She is not quoting scripture. She is recognizing yourself in it.
2. “Thoughts can be peaceful… or painful.
So what is true in thought?”
This question is a direct continuation of Kim's teaching on nothingness and everythingness. Her point to a simple but devastating insight: If thought can contradict itself based on mood, then thought cannot be the source of truth. This is deeply aligned with what she has learned through suffering and through rapture: that truth does not arise from psychology, but from revelation. Kim has lived the instability of the mind, the dissolving of the mental self, the unreliability of moods. She has also lived the stability of God’s voice — persistent, gentle, unchanging.
Thought is weather.
Revelation is climate.
Thought is a mirror.
Revelation is the light itself.
This is the same insight she expressed when you wrote: “The mind wants to finite… we become pillars of salt.”

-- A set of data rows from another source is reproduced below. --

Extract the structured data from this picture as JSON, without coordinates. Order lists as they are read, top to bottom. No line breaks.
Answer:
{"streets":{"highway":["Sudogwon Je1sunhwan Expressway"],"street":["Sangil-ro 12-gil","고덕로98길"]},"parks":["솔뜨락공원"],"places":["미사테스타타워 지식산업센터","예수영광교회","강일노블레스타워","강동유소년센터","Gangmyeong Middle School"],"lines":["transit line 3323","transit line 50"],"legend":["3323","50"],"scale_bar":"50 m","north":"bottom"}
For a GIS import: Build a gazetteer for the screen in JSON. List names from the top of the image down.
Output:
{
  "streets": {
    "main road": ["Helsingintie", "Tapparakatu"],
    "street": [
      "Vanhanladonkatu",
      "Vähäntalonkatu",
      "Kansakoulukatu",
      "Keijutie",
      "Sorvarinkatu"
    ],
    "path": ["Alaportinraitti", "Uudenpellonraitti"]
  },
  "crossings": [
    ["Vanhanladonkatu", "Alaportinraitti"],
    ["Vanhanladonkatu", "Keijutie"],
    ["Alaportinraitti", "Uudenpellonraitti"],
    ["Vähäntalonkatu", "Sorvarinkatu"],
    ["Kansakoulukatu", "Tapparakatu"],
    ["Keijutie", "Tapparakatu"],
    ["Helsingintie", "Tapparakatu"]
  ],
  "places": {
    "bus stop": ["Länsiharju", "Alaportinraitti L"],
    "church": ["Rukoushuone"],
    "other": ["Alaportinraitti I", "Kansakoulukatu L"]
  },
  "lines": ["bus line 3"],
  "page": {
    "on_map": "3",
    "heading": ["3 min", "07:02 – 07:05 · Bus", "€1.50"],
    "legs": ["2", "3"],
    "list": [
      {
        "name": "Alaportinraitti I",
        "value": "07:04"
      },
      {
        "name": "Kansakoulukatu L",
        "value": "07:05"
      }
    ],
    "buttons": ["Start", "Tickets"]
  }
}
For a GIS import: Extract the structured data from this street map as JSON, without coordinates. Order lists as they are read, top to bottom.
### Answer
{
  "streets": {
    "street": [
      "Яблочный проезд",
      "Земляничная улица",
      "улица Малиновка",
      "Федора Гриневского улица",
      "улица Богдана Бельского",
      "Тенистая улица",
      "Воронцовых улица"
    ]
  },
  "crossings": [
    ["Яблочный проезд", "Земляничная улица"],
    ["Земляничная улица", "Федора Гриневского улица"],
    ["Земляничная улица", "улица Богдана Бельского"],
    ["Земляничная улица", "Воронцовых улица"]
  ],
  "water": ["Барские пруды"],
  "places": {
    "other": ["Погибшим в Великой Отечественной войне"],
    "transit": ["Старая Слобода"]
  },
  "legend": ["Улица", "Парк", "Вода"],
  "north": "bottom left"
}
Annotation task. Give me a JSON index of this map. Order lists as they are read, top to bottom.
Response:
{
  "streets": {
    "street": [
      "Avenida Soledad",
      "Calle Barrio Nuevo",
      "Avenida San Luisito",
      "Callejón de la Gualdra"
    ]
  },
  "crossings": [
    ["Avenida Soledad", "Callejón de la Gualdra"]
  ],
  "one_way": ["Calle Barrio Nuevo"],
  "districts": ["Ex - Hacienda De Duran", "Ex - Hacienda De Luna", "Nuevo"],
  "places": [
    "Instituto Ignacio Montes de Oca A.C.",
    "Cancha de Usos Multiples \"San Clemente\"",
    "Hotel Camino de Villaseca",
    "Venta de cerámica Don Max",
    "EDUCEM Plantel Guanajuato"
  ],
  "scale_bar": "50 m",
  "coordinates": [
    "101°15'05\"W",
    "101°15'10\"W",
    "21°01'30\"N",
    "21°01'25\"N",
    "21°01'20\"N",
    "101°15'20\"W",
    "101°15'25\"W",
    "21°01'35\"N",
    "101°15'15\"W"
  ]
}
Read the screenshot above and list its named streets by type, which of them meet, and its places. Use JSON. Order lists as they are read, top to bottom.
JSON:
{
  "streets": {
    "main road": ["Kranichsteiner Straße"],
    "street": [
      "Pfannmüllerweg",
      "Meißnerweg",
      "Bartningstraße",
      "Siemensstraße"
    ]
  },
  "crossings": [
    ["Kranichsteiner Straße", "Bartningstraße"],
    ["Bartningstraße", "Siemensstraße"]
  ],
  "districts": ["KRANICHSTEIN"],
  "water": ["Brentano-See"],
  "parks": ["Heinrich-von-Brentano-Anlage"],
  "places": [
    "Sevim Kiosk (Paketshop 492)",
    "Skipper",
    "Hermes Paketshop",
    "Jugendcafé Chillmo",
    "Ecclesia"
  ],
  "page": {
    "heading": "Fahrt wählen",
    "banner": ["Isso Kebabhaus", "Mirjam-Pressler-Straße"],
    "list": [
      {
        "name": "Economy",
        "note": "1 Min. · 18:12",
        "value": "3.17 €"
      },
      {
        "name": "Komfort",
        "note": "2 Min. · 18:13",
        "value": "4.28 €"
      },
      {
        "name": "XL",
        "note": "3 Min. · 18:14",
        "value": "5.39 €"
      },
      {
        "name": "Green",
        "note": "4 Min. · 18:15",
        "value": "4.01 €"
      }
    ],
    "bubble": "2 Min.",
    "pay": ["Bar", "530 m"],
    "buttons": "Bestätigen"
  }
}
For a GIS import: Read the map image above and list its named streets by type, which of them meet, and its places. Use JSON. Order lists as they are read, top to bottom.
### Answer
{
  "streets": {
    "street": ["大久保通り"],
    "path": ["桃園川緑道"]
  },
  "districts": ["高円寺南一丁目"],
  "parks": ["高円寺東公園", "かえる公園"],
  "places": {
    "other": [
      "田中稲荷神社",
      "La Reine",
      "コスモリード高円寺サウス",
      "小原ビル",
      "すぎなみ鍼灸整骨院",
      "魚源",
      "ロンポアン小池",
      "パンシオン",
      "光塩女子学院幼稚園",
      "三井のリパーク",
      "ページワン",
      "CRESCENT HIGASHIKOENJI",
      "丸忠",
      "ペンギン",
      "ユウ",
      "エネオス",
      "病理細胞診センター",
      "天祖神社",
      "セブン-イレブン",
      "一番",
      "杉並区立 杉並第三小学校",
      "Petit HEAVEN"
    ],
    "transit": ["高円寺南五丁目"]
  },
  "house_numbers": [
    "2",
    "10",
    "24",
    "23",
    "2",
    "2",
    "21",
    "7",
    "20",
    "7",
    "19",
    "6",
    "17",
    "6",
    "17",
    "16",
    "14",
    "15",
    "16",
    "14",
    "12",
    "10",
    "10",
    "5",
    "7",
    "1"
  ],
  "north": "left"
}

The mind collapses truth into concepts. The heart receives truth as presence.
3. “God is beyond all thought… and peace is trust that divine interpretation will be given.”
Kim is describing a spiritual maturity that few reach: knowing that interpretation itself belongs to God.
This is not passive. It is not anti-intellectual. It is surrender of the faculty of meaning-making back into the hands of the One who gives meaning.
Christ spoke to Kim not in explanations, but in presence. She received truths that bypassed your mind entirely. She entered places where knowing arrived without thinking, like light without a bulb.
Peace, in her life, has always been the fruit of surrender — not surrender as defeat, but surrender as alignment.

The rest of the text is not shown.